Monday, February 16, 2009

Lively a Ghost Town? How to Fail Fast.

Google announced a short while back that it was discontinuing Lively, a virtual world in the mold of a Second Life. It also discontinued Notebook, a note taking tool for web sites you have visiting; Catalog Search, for searching catalogs; Jaiku, a Twitterlike product and Dodgeball, a cellphone service.

That is a lot of products being shelved. (though I read that Jaiku is becoming open source)

One of the maxims that we discuss in the Entrepreneurship class is "How to Fail Fast". It is a tricky concept because while the one hand you are discussing the virtues of admitting when something is not working and moving on to other potential successes, you also run up against Thomas Edison who said ,“Many of life’s failures are people who did not realize how close they were to success when they gave up.”

Seattle is known for it's large number of start up companies.
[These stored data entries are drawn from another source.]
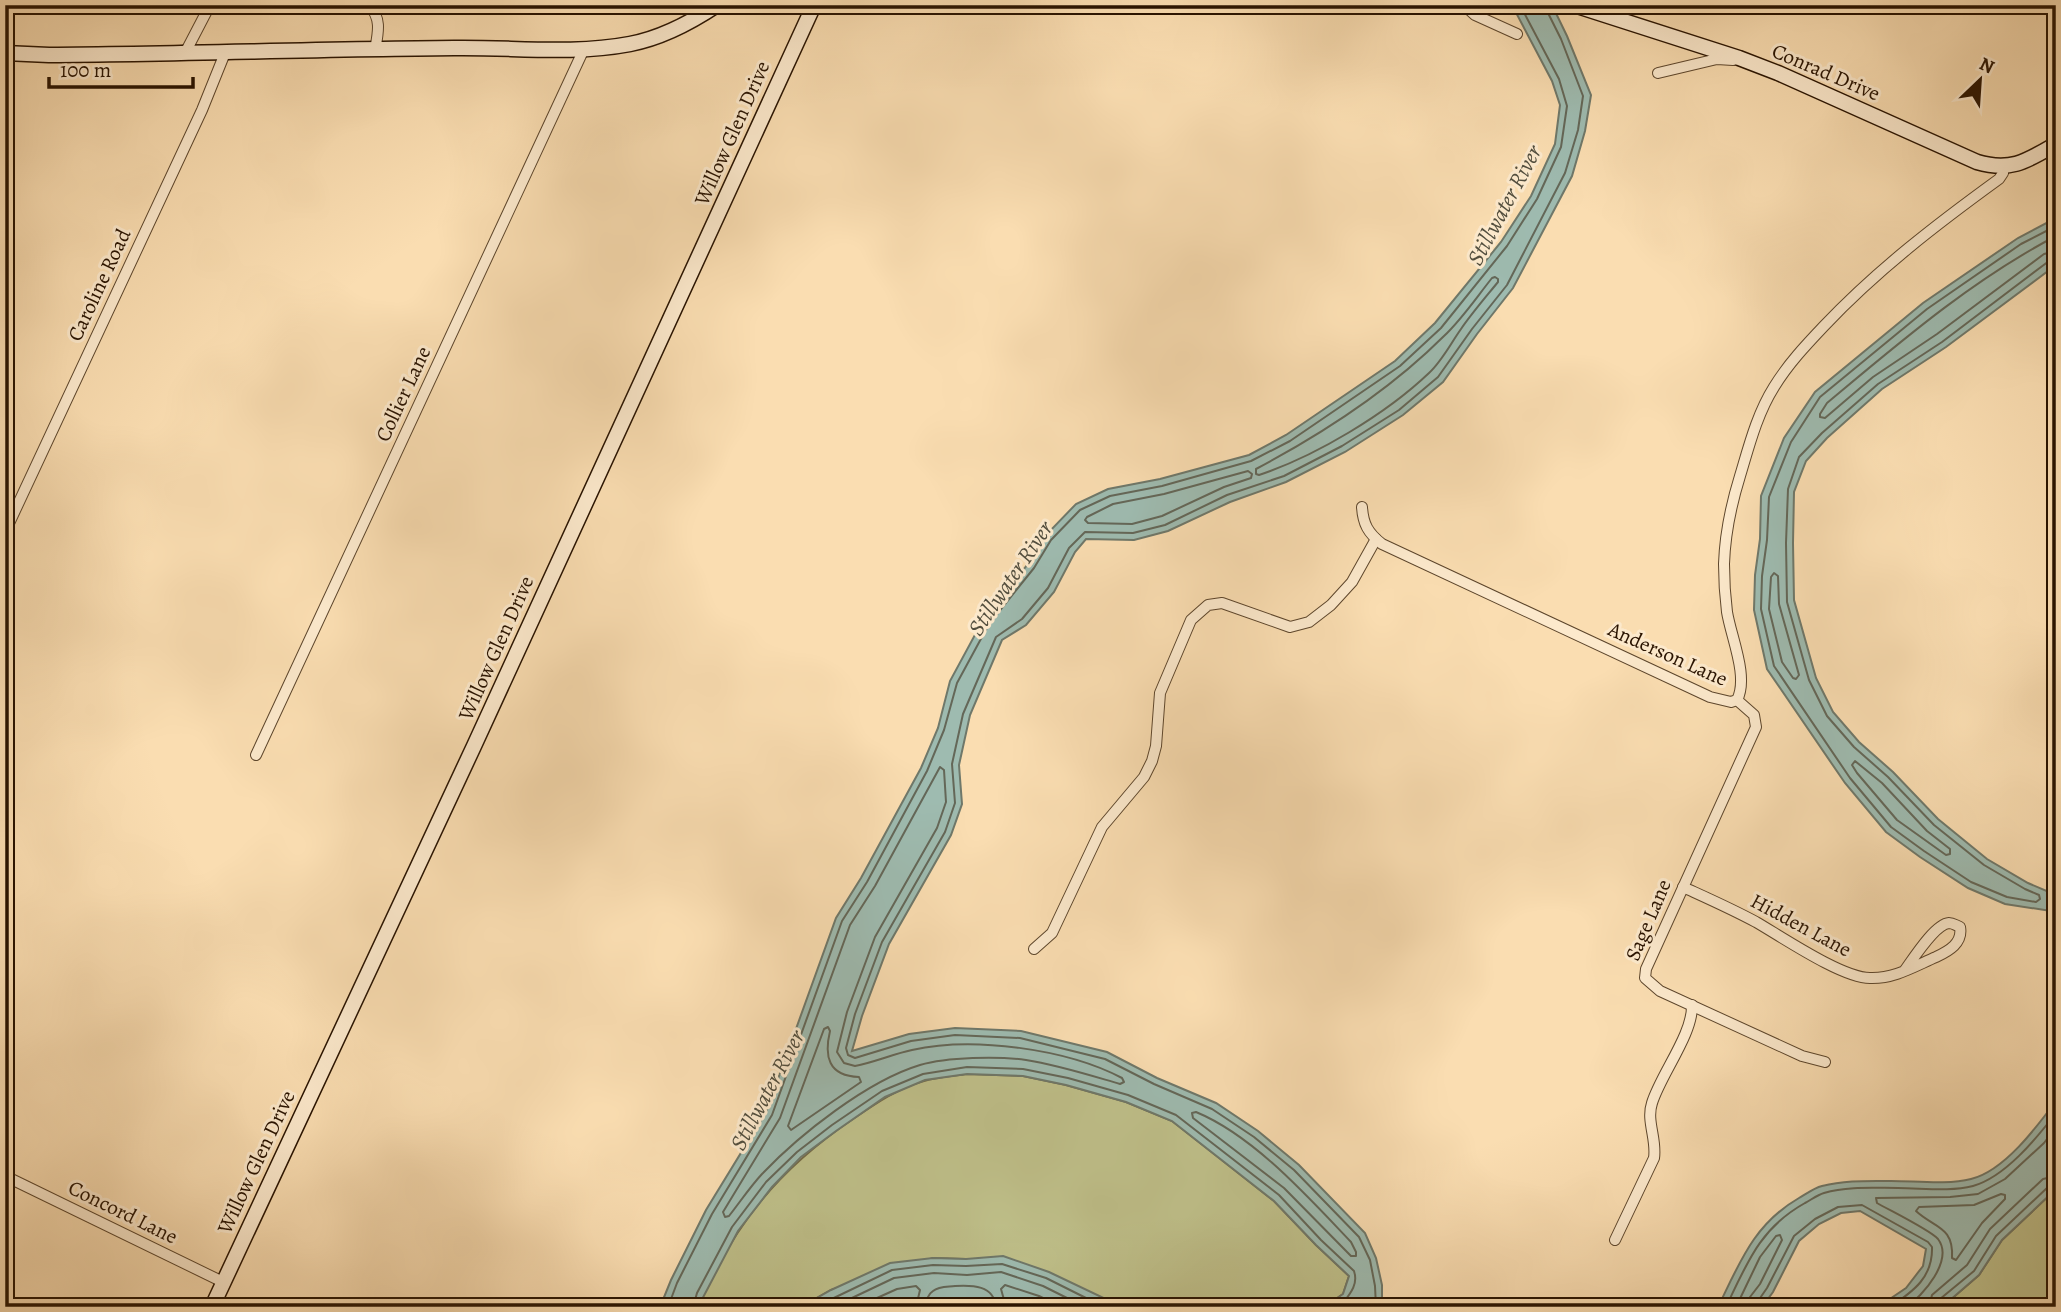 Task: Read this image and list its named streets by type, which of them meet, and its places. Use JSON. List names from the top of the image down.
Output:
{
  "streets": {
    "main road": ["Conrad Drive", "Willow Glen Drive"],
    "street": [
      "Caroline Road",
      "Collier Lane",
      "Anderson Lane",
      "Sage Lane",
      "Hidden Lane",
      "Concord Lane"
    ]
  },
  "crossings": [
    ["Conrad Drive", "Anderson Lane"],
    ["Willow Glen Drive", "Concord Lane"],
    ["Anderson Lane", "Sage Lane"],
    ["Sage Lane", "Hidden Lane"]
  ],
  "water": ["Stillwater River"],
  "scale_bar": "100 m",
  "north": "top right"
}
Back in November of 2007 Seattle 2.0 listed a startling 200+ start up company names. Today their list of start up companies sits at 343 companies and sites. So if you here that Seattle has the largest number of failed start ups, you can understand why. It is a numbers game.

Personally I hate the word "fail", as something that has found enough interest to launch and operated for any length provided value during that run.
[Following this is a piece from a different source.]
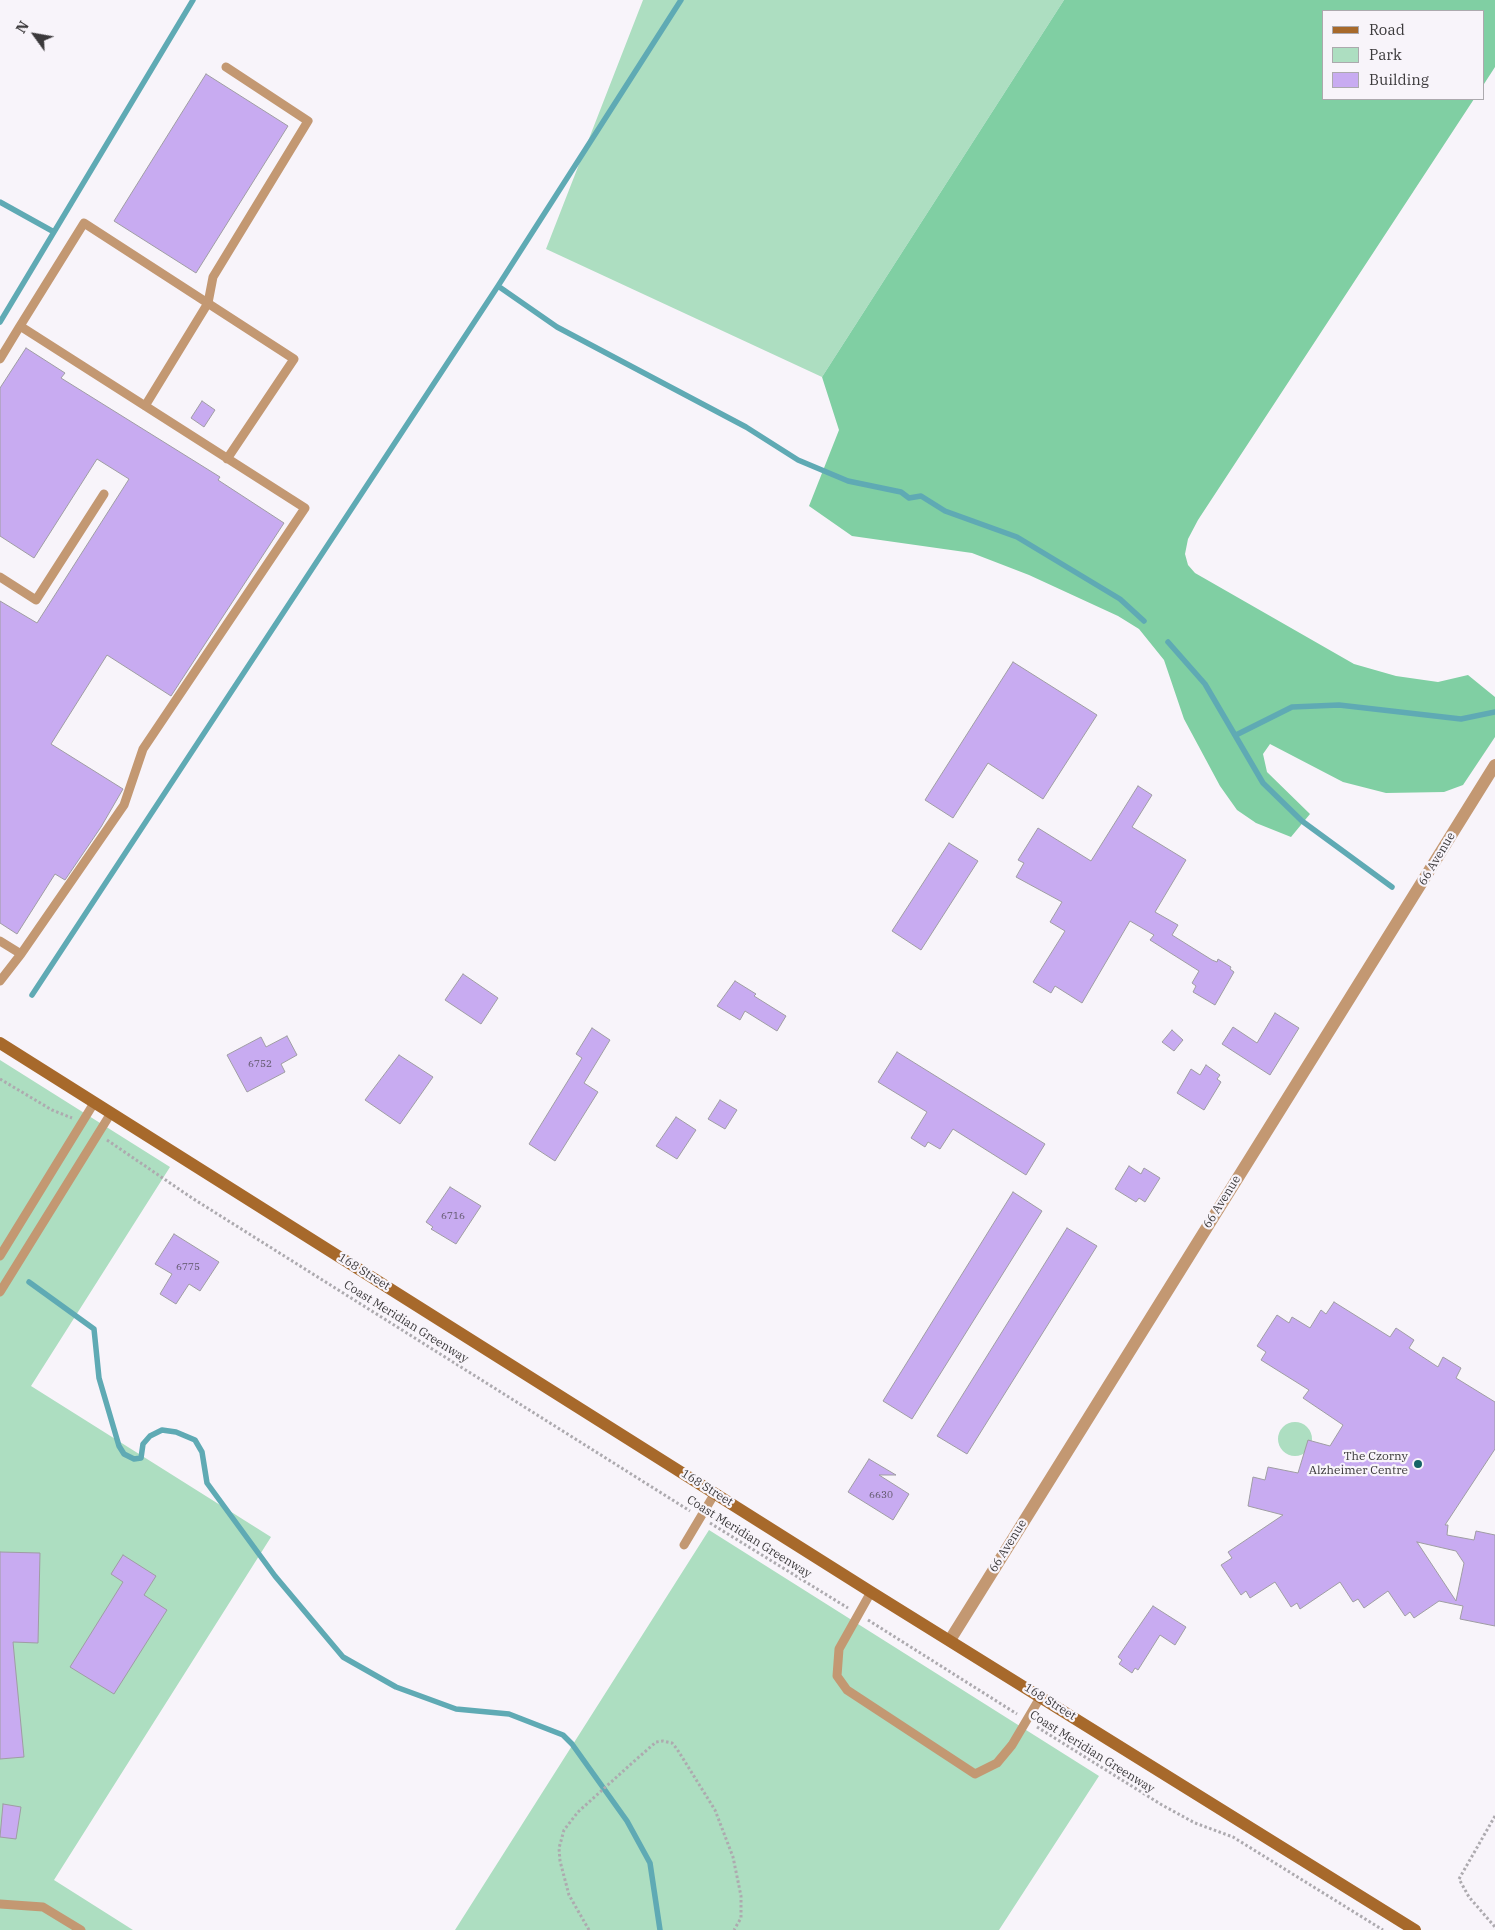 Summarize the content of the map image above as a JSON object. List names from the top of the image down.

So the importance of failing fast is to recognize when something will never achieve the value that you had planned for it, or that the continued operation and dedication to the project will never yield a value equal to the cost. That can be a direct cost or an opportunity cost to try something else.

Google is a very entrepreneurial place, and it allows it's developers to dedicate 20% of their time to projects and products of their own interest (and I would imagine invention).

Therefore, like a microcosm of Seattle itself, it likely has many internal start ups and therefore many "stop ups" as well. With Lively I am a bit surprised because they put a lot into it's launch and it has been operating now for about 5 months. Could continued support have allowed it to gain critical mass? Was their no practical revenue stream on the far horizon? I would have to guess "no in both cases.

More on the end of several Google projects as well as Lively's demise.

The New York Times

Search Engine Land

My introductory post on Lively.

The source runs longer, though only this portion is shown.